Simon Kluth as Anton, Beate Mordal as Lily, Camilo Delgado Díaz as Jerónimo, Lucy Shelton as the Teacher, Marina Dumont Anastassiadou as Alexia, Julie Hega (partially hidden) as Iris, and Vilma Jää as Markéta in a scene from Saariaho's Innocence. Photo: Karen Almond / Met Opera
Over the past fifteen years or so, popular art and media have begun to include the subject of school shootings as a way of engaging with topics that feel timely. Shows such as American Horror Story or Thirteen Reasons Why have included it as subplots, while films such as The Fallout, or more recently The Drama, have caused controversy by using it as primary subject matter. In the world of opera, Kaija Saariaho’s Innocence covers the same ground.
The opera, which premiered in 2021 and is currently playing at New York’s Metropolitan Opera, follows a dual storyline of a wedding and a school shooting. As it unfolds, the connection between the two is slowly revealed. Innocence was uncomfortable, to say the least—the type that makes you squirm in your seat. The production does not shy away from the horrors of mass shootings, audibly playing gunshots and showing teenagers covered in blood lying on the floor. The highly effective set design, centered on a revolving building, slowly turns as characters run through corridors and between storylines, everything unfolding with a sense of dread. There are many moving parts: the interwoven narratives, the set, a combination of languages ranging from Finnish to French to German to Spanish, and a mix of singing and speaking.
The reviews of the opera, while generally positive, have been mixed. One in particular, in New York Magazine, spends most of the article applauding the opera for being masterfully crafted, but ends by denouncing the subject matter, arguing that the operatic art form, with all its grandeur, inherently sensationalizes such an act.
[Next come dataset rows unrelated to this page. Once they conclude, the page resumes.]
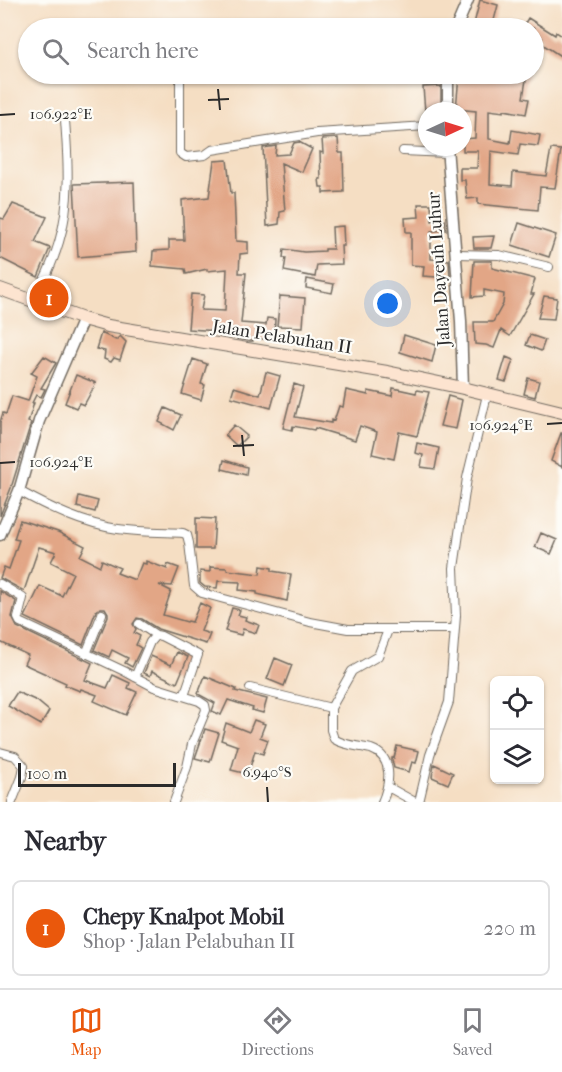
<!DOCTYPE html>
<html lang="en">
<head>
<meta charset="utf-8">
<style>
	:root { --surface:#fff; --page:#f2f2f3; --text:#2b2b33; --muted:#7c7c81; --line:#e1e1e2; --accent:#ea580c }
	body { margin:0; font-family:"IM FELL French Canon",serif; background:var(--page); color:var(--text) }
	.controls { position:absolute; right:18px; bottom:18px; display:grid; overflow:hidden; border-radius:9px; box-shadow:0 2px 4px #0004 }
	.controls button { width:54px; height:54px; display:grid; place-items:center; padding:0; border:0; border-bottom:2px solid var(--line); background:var(--surface); color:var(--text); font:30px sans-serif }
	.compass { position:absolute; left:418px; top:102px; width:54px; height:54px; border-radius:50%; background:var(--surface); box-shadow:0 2px 4px #0004; rotate:86deg }
	.scale { position:absolute; left:18px; bottom:15px; width:158px; box-sizing:border-box; padding-left:6px; border:3px solid #2b2b2b; border-top:0; font-size:16px; line-height:21px; white-space:nowrap; color:#2b2b2b; -webkit-text-stroke:4px #fdfcf7; paint-order:stroke }
	.you { position:absolute; left:388px; top:304px; width:21px; height:21px; margin:-15px; border:4px solid #fff; border-radius:50%; background:#1a73e8; box-shadow:0 0 0 9px #1a73e833 }
	.badge { display:grid; place-items:center; width:39px; height:39px; border-radius:50%; background:var(--accent); color:#fff; font-size:20px; font-weight:700 }
	.pin { position:absolute; translate:-50% -50%; border:3px solid #fff; box-shadow:0 2px 6px #0006 }
	.list { margin:0; padding:0; list-style:none }
	h2 { display:flex; justify-content:space-between; align-items:center; height:78px; margin:0; padding:0 24px; font-size:26px }
	h2 small { font-size:20px; font-weight:400; color:var(--muted) }
	.list li { display:grid; grid-template-columns:39px 1fr auto; gap:18px; align-items:center; box-sizing:border-box; height:96px; margin:0 12px 12px; padding:0 12px; border:2px solid var(--line); border-radius:9px }
	.list b { display:block; font-size:22px; white-space:nowrap }
	.list p { margin:0; font-size:20px; white-space:nowrap; color:var(--muted) }
	.list em { font-size:20px; font-style:normal; color:var(--muted) }
	.icon { flex:none; width:33px; height:33px; fill:none; stroke:currentColor; stroke-width:2; stroke-linecap:round; stroke-linejoin:round }
	.map { position:relative; flex:none; width:562px; height:802px; overflow:hidden }
	.search { position:absolute; background:var(--surface); box-shadow:0 2px 4px #0004; left:18px; right:18px; top:18px; height:66px; display:flex; align-items:center; gap:15px; box-sizing:border-box; padding:0 21px; border-radius:33px; color:var(--muted); font-size:22px }
	.sheet { height:186px; background:var(--surface) }
	nav { display:flex; justify-content:space-around; align-items:center; box-sizing:border-box; height:84px; border-top:2px solid var(--line); background:var(--surface); font-size:16px; color:var(--muted) }
	nav a { display:grid; justify-items:center; gap:3px }
	nav .on { color:var(--accent) }
	.map>svg:first-child { display:block }
	.building { fill:#e2a686 }
	.lines { fill:none; stroke-linecap:round; stroke-linejoin:round }
	.minor-casing { stroke:#726a60; stroke-width:10 }
	.tertiary-casing { stroke:#726a60; stroke-width:13 }
	.secondary-casing { stroke:#726a60; stroke-width:14 }
	.minor { stroke:#fff; stroke-width:8 }
	.tertiary { stroke:#fff; stroke-width:10 }
	.secondary { stroke:#fde4d0; stroke-width:12 }
	.ticks { fill:none; stroke:#2b2b2b; stroke-width:2 }
	.labels { text-anchor:middle; dominant-baseline:central; stroke-width:4.5; stroke-linejoin:round; paint-order:stroke }
	.street-label { font-size:18px; fill:#2b2b2b; stroke:#fdfcf7 }
	.ticks-label { font-size:15px; text-anchor:middle; fill:#2b2b2b; stroke:#fdfcf7; stroke-width:4.5; stroke-linejoin:round; paint-order:stroke }
</style>
</head>
<body>
<div class="map">
<svg width="562" height="802" viewBox="0 0 562 802">
	<rect width="100%" height="100%" fill="#fdfcf7"/>
	<filter id="ink" filterUnits="userSpaceOnUse"><feTurbulence type="fractalNoise" baseFrequency=".0167" numOctaves="2"/><feDisplacementMap in="SourceGraphic" scale="12" xChannelSelector="R" yChannelSelector="G"/><feConvolveMatrix kernelMatrix="1 2 1 2 8 2 1 2 1" color-interpolation-filters="sRGB"/></filter>
	<filter id="wash" filterUnits="userSpaceOnUse"><feTurbulence type="fractalNoise" baseFrequency=".008" numOctaves="4" result="noise"/><feDisplacementMap in="SourceGraphic" scale="24" xChannelSelector="R" yChannelSelector="G"/><feGaussianBlur stdDeviation="1.35" result="paint"/><feColorMatrix in="noise" values="0 0 0 0 0 0 0 0 0 0 0 0 0 0 0 0 0 1.4 0 .05"/><feComposite in="paint" operator="in"/></filter>
	<g filter="url(#wash)">
		<rect width="100%" height="100%" fill="#f5dec3"/>
		<g id="blocks">
			<!-- building -->
			<path class="building" d="M480 0 498 5 492 28H473Z
				M528 18 555 35 556 32 562 36V57L539 42 542 38 534 33V28H522Z
				M490 74H527L523 98 529 99 526 114 504 110V112L489 110V139L510 143 512 130 540 135 538 146 520 144 518 155 491 151 490 184 512 186 513 172 546 176 551 149 561 150 555 188 540 187 538 210 478 204V198L467 199 465 180H460V168H477L478 151H463V139L475 138 476 111 456 109 459 76 489 80Z
				M441 86V111H425L423 87Z
				M338 138 339 153H343L344 192 323 193V187H320L319 179H321L320 152 323 153 322 139Z
				M299 142 312 149 302 172 281 163 285 211 280 212 279 224 267 226 263 148 276 146 275 155 289 154 294 143Z
				M227 160 231 193H234L236 241 248 242V253L240 254 239 273H246L241 323 266 325 267 318 275 319 274 340 253 338V341H250L237 339 236 332 188 329 191 294 204 295 201 310 225 311 227 269 207 271V269L186 274 185 269 152 266 153 251 169 250V240H184L182 200 209 197 214 161Z
				M134 182 136 252 78 257 74 184Z
				M13 204 47 217 35 242 50 248 38 277 0 258V218L4 219Z
				M418 204H431L432 221 445 220 446 230 431 231V259L449 260 450 278 423 276 424 266 411 265V232H406L405 218 419 217Z
				M519 223 556 235 549 257 512 245Z
				M343 226 344 246H341L342 264 317 265 315 277 284 271 286 258H283L284 249 304 252 325 251V249H333L332 227Z
				M494 236 491 248H474L473 237Z
				M474 261H492V268L535 279 531 294H534L510 336 501 330 494 348 486 345 475 344 474 322H493L503 304 504 294 484 290V296L472 297Z
				M307 279 334 284 332 293 306 288Z
				M280 296 305 298 303 327 277 326Z
				M544 296 557 298 554 319 538 318Z
				M101 333 116 340 120 336 126 342 120 360 114 358 111 362 104 359 105 351 96 349Z
				M404 335 436 345 432 362 400 352Z
				M530 335 545 340 541 351 526 345Z
				M44 356 56 363 41 388 45 389 41 397 36 395 32 403H34L28 422 31 423 11 488 0 516V422L3 413 6 414 12 396 28 401 37 376 31 373Z
				M506 357 513 360 506 382 499 380Z
				M193 359 207 364 201 384 205 385 201 400 182 394Z
				M266 372 280 376 271 408 231 397 234 387 260 395Z
				M76 375 96 383 84 405 79 403 76 408 65 403Z
				M528 378 539 381 535 397 524 394Z
				M294 384 303 387 295 417 331 423V420L334 421 339 406 343 407 346 390 368 395V391L392 396 393 388 416 393 417 390 429 392 417 436 399 432 394 459 372 454 377 432 360 426 355 440 315 428 314 430 293 426 292 430 283 428Z
				M448 396 462 400 456 429 440 426Z
				M165 408 181 415 174 430 159 422Z
				M234 425 247 436 237 446 225 435Z
				M561 433H562V467L551 461Z
				M417 443 439 448 435 469 421 467 423 455 415 453Z
				M224 460 247 467 246 475 222 469Z
				M79 496 98 501 95 512 77 507Z
				M196 518 215 519 213 549H196Z
				M20 520 58 532 85 546 80 556 100 566 102 560 120 568 117 573 135 580 142 563 146 564V561L167 569 168 564 179 568 172 586 159 585 171 591 163 615 187 622 188 621 192 622 200 603 210 608 201 631 210 634 206 644 158 629 142 619 137 618 133 624 136 629 134 633 140 636 136 645 141 648 132 667 125 663 128 658 112 650 109 657 94 650 108 616V613L105 608H101L96 611 83 645 25 617 40 586 62 596 73 573 51 562 56 552 39 547 24 591 0 578 4 567 9 569 19 540 14 539Z
				M541 533 557 540 551 554 535 547Z
				M261 566 272 568V571L291 574 287 601 257 594V592L239 590 240 582 218 581 217 588 205 587 200 583V571L210 572V567L227 568V570L260 574Z
				M0 591 16 601 12 617 17 627 92 663 85 680 107 688 113 675 130 683 128 688 137 692 126 715 94 701 97 695 81 689 80 691 65 685 66 683 24 664 28 655 0 642Z
				M232 608 240 610 238 615 246 617 245 620 259 625 256 633 243 629 241 635 225 631Z
				M177 652 188 657 177 683 152 671 150 676 144 673 151 656 171 665Z
				M275 658 292 665 284 686 267 679Z
				M205 676 236 689 235 691 267 699 263 713 252 710 253 708 228 700 221 715 212 711 215 703 198 694Z
				M17 692 37 701 49 711 41 725 8 706Z
				M254 720 265 724 260 737 268 740 263 754 255 751 248 774 231 770 238 746 221 740 226 723 249 732Z
				M205 729 219 733 210 762 195 758Z
				M397 746 419 751 416 763 412 762 409 772 394 768 392 760V758H394Z
				M434 764 453 773 448 784 432 777Z"/>
		</g>
	</g>
	<g filter="url(#ink)">
		<use href="#blocks" fill-opacity="0" stroke="#726a60" stroke-width="1.5"/>
		<g class="lines">
			<!-- minor casing -->
			<g class="minor-casing">
				<path id="minor" d="M180 74V153L186 157 205 155 212 150 317 133 427 126
					M403 151 447 153
					M457 254 499 255 549 267
					M33 302C43 283 53 263 59 242 71 203 68 160 65 120
					M19 491C50 508 83 524 118 529 140 532 162 532 183 533L187 535 189 543 194 586 202 593 310 622 348 629H455
					M0 584 23 598 18 618 20 622 124 671 154 687 199 701 205 705 206 710 192 744 187 767 174 802
					M139 624 156 635
					M86 654 102 614
					M135 677 150 642 156 635 161 636 198 655 184 696
					M250 688 331 708
					M0 752 15 756 24 766 22 777 12 802
					M388 787 415 802
					M382 802C390 784 394 757 371 749 359 746 345 746 334 739L331 730V708L352 671 378 656 388 630
					M419 802 430 755 449 702 456 616 454 568 467 478 487 395"/>
			</g>
			<!-- tertiary casing -->
			<g class="tertiary-casing">
				<path id="tertiary" d="M456 28 468 0
					M448 111V74
					M447 147 461 321 463 388
					M0 535 19 491 39 421 83 319"/>
			</g>
			<!-- secondary casing -->
			<g class="secondary-casing">
				<path id="secondary" d="M0 289 83 319 108 326 387 372 463 388 562 412"/>
			</g>
			<!-- minor -->
			<use href="#minor" class="minor"/>
			<!-- tertiary -->
			<use href="#tertiary" class="tertiary"/>
			<!-- secondary -->
			<use href="#secondary" class="secondary"/>
		</g>
	</g>
	<!-- ticks -->
	<path class="ticks" d="M218 89 220 110M208 100 229 99M0 115 15 114M547 424 562 423M242 435 244 456M233 446 254 445M0 463 15 462M267 787 268 802"/>
	<g class="labels">
		<!-- street labels -->
		<g class="street-label">
			<text transform="translate(439 269) rotate(-94)">Jalan Dayeuh Luhur</text>
			<text transform="translate(282 337) rotate(9)">Jalan Pelabuhan II</text>
		</g>
	</g>
	<g class="ticks-label">
		<text x="61" y="119">106.922°E</text>
		<text x="501" y="430">106.924°E</text>
		<text x="61" y="467">106.924°E</text>
		<text x="267" y="777">6.940°S</text>
	</g>
</svg>
<div class="controls">
<button><svg class="icon" aria-label="locate" viewBox="0 0 24 24"><circle cx="12" cy="12" r="6"/><path d="M12 2v4M12 18v4M2 12h4M18 12h4"/></svg></button>
<button><svg class="icon" aria-label="layers" viewBox="0 0 24 24"><path d="M12 4l9 5-9 5-9-5zM3 14l9 5 9-5"/></svg></button>
</div>
<svg class="compass" viewBox="-18 -18 36 36"><path d="M0-13l5 13h-10z" fill="#e53935"/><path d="M0 13l5-13h-10z" fill="#7c7c81"/></svg>
<div class="scale">100 m</div>
<div class="you"></div>
<div class="pin badge" style="left:49px;top:298px">1</div>
<div class="search"><svg class="icon" aria-label="search" viewBox="0 0 24 24"><circle cx="10" cy="10" r="6"/><path d="M15 15l6 6"/></svg>Search here</div>
</div>
<section class="sheet">
<h2>Nearby<small></small></h2>
<ul class="list">
<li><span class="badge">1</span><div><b>Chepy Knalpot Mobil</b><p>Shop · Jalan Pelabuhan II</p></div><em>220 m</em></li>
</ul>
</section>
<nav>
<a class="on"><svg class="icon" aria-label="map" viewBox="0 0 24 24"><path d="M3 6l6-2 6 2 6-2v14l-6 2-6-2-6 2zM9 4v14M15 6v14"/></svg>Map</a>
<a><svg class="icon" aria-label="directions" viewBox="0 0 24 24"><path d="M12 3l9 9-9 9-9-9zM9 14v-3h6M13 9l2 2-2 2"/></svg>Directions</a>
<a><svg class="icon" aria-label="saved" viewBox="0 0 24 24"><path d="M7 4h10v16l-5-4-5 4z"/></svg>Saved</a>
</nav>
</body>
</html>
The argument is not well thought through or fully explained, which makes it feel empty; it comes across more as someone who—understandably—couldn’t deal with being made uncomfortable by Innocence. But that is no reason to say it should be criticized as a work of art.
A piece of art with such current and depressing subject matter raises the question: is this necessary? The short answer, I would argue, is yes. In fact, it is essential. Audience members engage with art for a variety of reasons: to see the sublime, to be moved, to be made to think, to experience catharsis, or to be made uncomfortable to a point of growth—sometimes a combination of these. Once we hastily label a piece of art as immoral or a subject as unfit to be made into an opera, we might deprive audiences of experiences they might have valued. There is a fine line between this kind of condemnation and censorship.
Innocence is one of the most timely and important operas I have seen. It makes you uncomfortable because it’s meant to—and because it should. As long as a work of art is well constructed and does not directly harm anyone, difficult subject matters shouldn’t be excluded just because they are difficult. When a piece of art manages to successfully engage with a timely subject, it should be praised.